With libraries like iTextSharp or iText you can extract metadata from PDF documents via a PdfReader:
using (var reader = new PdfReader(pdfBytes))
{
return reader.Metadata == null ? null : Encoding.UTF8.GetString(reader.Metadata);
}
These kind of libraries completely parse the PDF document before being able to soup up the metadata. This will, in my case, lead to high usage of system resources since we get many requests per second, with large PDF's.
Is there a way to extract the metadata from the PDF without completely loading it in memory first?
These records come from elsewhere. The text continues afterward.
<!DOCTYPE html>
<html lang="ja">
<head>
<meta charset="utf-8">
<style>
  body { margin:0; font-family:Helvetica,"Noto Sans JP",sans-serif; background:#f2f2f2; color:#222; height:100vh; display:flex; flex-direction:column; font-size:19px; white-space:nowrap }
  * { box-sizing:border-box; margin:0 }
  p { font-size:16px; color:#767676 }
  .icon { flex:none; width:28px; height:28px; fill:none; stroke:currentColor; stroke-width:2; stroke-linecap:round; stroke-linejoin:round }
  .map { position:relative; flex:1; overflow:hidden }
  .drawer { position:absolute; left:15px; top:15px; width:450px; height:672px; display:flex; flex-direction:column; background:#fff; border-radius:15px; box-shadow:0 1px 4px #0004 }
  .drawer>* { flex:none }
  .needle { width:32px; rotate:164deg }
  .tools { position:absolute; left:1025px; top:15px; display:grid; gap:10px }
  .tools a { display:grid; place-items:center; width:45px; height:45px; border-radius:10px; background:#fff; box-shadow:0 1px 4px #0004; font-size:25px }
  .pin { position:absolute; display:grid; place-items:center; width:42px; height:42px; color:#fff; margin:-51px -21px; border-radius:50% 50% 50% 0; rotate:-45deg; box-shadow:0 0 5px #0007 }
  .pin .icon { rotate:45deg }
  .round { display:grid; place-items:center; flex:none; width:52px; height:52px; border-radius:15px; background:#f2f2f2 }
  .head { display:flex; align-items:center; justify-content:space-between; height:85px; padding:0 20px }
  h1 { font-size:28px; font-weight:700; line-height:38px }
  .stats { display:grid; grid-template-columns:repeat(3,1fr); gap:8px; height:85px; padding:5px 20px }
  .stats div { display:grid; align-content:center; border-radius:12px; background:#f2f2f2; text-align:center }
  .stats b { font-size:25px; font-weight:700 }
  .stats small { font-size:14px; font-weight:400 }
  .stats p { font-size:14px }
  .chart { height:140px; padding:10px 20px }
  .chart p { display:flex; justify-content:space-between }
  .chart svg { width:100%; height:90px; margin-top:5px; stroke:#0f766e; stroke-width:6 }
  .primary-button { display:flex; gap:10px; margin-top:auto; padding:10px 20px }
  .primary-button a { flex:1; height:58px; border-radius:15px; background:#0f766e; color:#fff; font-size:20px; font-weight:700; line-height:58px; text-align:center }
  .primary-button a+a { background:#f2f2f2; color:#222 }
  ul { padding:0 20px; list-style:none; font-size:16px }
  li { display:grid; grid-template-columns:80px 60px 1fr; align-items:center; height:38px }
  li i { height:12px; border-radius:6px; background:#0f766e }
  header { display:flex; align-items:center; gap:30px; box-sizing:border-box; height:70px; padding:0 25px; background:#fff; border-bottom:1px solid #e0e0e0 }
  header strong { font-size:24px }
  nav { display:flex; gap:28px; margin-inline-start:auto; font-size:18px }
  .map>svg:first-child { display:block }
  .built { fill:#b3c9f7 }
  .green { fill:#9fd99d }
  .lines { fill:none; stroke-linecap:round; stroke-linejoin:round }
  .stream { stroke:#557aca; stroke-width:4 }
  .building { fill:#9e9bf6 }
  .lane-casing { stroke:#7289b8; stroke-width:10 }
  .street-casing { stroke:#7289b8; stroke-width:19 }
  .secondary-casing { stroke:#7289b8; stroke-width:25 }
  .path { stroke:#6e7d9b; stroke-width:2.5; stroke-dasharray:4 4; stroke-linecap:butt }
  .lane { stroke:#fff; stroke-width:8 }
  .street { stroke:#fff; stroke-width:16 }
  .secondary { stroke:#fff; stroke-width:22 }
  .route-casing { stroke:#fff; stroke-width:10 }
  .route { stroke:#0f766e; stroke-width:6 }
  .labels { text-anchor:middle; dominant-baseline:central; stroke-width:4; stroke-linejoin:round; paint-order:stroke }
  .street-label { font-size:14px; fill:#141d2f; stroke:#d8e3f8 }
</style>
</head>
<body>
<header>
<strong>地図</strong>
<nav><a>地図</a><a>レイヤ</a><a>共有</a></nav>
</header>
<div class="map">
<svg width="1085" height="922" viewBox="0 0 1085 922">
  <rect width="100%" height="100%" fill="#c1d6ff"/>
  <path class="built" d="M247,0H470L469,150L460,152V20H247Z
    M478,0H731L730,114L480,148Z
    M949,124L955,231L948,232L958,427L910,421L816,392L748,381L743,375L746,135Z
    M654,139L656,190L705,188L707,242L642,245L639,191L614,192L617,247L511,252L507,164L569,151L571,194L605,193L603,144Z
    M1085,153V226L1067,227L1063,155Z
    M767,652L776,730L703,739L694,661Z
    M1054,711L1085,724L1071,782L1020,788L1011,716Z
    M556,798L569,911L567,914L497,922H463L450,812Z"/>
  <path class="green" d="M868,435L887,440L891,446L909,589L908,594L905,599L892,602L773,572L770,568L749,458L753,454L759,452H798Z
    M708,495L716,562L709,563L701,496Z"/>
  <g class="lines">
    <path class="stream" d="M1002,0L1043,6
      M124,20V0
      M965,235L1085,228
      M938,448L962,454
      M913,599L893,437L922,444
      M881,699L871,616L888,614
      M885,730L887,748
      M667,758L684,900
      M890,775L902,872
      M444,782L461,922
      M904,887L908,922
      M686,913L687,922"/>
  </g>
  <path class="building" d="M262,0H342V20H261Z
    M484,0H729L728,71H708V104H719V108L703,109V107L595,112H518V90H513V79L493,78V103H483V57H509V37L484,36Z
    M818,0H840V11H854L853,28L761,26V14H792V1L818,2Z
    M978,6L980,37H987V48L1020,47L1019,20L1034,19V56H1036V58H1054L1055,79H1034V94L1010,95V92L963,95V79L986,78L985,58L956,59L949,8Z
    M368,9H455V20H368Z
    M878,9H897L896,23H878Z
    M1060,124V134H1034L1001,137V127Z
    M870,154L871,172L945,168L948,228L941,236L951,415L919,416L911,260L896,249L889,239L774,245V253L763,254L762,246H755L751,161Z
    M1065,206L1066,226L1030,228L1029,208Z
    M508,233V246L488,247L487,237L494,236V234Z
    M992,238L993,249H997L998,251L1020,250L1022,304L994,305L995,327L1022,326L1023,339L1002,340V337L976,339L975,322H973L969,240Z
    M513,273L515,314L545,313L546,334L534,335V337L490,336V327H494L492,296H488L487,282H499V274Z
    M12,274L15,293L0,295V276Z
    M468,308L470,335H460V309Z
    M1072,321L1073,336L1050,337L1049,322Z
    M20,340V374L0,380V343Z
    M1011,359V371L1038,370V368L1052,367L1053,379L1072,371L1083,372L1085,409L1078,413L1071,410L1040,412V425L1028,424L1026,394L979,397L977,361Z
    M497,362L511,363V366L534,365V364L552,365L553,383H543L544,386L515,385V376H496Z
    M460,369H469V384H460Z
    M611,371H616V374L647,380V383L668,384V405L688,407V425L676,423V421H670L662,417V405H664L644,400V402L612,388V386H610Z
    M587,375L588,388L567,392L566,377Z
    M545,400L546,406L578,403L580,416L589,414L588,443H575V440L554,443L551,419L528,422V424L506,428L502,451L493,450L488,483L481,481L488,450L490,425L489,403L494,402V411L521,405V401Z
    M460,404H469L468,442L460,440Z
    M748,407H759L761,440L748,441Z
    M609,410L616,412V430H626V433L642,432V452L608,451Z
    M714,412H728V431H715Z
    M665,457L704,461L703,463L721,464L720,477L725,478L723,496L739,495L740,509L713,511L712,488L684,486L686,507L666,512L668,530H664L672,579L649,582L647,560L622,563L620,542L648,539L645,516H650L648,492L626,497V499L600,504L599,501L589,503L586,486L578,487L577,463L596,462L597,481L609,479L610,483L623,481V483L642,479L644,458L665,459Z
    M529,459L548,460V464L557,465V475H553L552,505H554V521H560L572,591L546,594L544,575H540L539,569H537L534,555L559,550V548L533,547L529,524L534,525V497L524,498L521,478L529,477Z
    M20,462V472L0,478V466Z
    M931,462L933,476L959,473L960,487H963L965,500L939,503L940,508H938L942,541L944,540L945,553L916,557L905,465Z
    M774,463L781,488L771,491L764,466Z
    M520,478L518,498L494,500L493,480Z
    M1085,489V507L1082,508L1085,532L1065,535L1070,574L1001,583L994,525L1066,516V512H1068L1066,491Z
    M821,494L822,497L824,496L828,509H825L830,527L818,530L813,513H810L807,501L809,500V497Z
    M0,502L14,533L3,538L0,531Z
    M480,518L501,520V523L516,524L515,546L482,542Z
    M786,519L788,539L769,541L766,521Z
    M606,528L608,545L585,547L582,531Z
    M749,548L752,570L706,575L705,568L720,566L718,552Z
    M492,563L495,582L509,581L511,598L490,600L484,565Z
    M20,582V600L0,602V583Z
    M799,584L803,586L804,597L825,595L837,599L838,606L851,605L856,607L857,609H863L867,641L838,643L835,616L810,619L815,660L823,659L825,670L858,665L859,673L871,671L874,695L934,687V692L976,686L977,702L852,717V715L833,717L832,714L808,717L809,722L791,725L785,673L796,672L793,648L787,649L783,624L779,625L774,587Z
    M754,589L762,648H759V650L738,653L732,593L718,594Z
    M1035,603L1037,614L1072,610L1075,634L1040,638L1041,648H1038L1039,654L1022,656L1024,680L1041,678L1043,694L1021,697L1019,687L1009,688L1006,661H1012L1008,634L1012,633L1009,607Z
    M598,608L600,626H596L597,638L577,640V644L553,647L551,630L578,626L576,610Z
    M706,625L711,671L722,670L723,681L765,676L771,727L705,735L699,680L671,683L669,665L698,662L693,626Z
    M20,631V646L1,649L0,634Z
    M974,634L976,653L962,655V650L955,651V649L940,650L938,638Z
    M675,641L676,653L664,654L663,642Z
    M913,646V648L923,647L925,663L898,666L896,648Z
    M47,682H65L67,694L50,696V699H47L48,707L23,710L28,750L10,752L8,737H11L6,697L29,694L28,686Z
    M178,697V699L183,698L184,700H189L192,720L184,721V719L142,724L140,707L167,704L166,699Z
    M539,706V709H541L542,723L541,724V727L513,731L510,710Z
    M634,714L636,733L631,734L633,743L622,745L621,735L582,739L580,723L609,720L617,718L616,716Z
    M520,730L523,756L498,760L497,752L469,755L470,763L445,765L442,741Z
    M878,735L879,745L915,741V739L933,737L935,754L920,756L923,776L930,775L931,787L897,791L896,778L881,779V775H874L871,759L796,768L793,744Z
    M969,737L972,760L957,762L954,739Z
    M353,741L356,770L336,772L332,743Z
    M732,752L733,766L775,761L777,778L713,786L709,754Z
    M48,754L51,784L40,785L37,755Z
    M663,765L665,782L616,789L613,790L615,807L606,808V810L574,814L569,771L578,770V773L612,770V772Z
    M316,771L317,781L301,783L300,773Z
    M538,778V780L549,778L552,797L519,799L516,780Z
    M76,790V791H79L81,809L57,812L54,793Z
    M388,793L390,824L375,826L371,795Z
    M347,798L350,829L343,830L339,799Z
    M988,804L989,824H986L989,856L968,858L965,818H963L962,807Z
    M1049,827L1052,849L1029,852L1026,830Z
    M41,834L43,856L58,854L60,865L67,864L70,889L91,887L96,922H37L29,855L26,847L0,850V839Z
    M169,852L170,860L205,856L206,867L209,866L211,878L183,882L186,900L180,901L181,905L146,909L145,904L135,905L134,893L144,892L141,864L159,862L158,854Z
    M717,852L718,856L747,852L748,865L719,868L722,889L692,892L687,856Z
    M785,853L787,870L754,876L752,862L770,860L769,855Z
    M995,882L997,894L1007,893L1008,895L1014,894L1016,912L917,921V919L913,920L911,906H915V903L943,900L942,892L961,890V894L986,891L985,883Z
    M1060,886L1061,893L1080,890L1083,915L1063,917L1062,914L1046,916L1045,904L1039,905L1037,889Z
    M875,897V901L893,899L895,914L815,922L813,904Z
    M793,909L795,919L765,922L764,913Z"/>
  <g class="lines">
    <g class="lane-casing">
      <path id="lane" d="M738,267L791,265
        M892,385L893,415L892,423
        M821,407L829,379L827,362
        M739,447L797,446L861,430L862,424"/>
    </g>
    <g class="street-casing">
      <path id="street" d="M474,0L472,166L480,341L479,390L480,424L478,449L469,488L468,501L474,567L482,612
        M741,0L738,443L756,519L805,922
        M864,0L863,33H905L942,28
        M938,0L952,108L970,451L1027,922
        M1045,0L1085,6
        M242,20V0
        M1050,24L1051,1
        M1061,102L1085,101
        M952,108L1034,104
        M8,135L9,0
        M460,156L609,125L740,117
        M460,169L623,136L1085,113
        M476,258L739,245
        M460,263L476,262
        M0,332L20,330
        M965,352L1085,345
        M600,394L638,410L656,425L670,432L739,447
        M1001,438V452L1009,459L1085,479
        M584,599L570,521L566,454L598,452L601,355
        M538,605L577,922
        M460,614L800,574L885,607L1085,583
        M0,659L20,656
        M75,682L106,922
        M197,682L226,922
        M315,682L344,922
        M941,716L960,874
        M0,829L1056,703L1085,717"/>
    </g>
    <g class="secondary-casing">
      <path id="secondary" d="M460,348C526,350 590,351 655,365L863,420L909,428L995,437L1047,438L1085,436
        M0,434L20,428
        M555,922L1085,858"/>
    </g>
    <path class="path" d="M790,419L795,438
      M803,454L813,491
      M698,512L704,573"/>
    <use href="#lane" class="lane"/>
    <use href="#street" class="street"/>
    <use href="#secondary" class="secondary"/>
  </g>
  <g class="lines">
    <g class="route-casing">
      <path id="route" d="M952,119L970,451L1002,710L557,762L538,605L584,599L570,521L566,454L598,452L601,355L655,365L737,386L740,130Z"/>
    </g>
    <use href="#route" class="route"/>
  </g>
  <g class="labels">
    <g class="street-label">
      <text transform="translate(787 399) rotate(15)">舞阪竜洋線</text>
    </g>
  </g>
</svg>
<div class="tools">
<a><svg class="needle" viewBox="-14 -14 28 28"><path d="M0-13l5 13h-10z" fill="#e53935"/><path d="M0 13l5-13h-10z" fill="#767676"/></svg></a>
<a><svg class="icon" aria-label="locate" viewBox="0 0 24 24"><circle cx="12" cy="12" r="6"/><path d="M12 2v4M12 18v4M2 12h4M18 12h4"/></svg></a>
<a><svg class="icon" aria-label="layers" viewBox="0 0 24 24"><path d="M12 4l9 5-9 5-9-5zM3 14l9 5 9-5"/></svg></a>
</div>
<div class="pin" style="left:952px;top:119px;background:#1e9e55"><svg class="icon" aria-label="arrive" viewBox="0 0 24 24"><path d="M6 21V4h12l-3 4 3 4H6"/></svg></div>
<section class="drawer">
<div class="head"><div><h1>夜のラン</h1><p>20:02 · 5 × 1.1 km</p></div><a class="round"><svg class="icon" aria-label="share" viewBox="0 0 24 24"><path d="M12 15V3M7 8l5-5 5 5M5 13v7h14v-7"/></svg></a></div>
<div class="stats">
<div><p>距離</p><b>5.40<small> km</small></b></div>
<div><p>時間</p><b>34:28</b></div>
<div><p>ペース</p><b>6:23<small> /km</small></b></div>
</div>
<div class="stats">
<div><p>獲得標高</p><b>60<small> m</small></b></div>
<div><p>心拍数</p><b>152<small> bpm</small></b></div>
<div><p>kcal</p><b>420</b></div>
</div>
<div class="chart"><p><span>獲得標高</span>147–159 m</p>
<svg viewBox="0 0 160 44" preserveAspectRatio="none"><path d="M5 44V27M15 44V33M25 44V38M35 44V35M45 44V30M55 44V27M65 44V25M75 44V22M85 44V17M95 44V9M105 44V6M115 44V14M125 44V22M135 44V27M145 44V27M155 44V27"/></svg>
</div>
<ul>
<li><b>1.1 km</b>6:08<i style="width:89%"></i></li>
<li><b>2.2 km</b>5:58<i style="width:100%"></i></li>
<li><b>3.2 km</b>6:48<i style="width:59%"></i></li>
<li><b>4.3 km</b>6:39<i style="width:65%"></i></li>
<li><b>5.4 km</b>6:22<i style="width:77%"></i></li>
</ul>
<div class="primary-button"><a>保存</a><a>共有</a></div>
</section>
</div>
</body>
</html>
CodePudding user response:
iText 5.x allows partial reading of PDFs, too, it merely looks a bit more complicated.
Instead of
using (var reader = new PdfReader(pdfBytes))
use
using (var reader = new PdfReader(new RandomAccessFileOrArray(pdfBytes), null, true))
where the final true
requests partial reading.
CodePudding user response:
With PDF4NET you can extract the XMP metadata without loading the entire document in memory:
// This does a minimal parsing of the PDF file and loads
// only a few objects from the file
PDFFile pdfFile = new PDFFile(new MemoryStream(pdfBytes));
string xmpMetadata = pdfFile.ExtractXmpMetadata();
Update 1: code changed to load the file from a byte array
Disclaimer: I work the for company that develops PDF4NET library.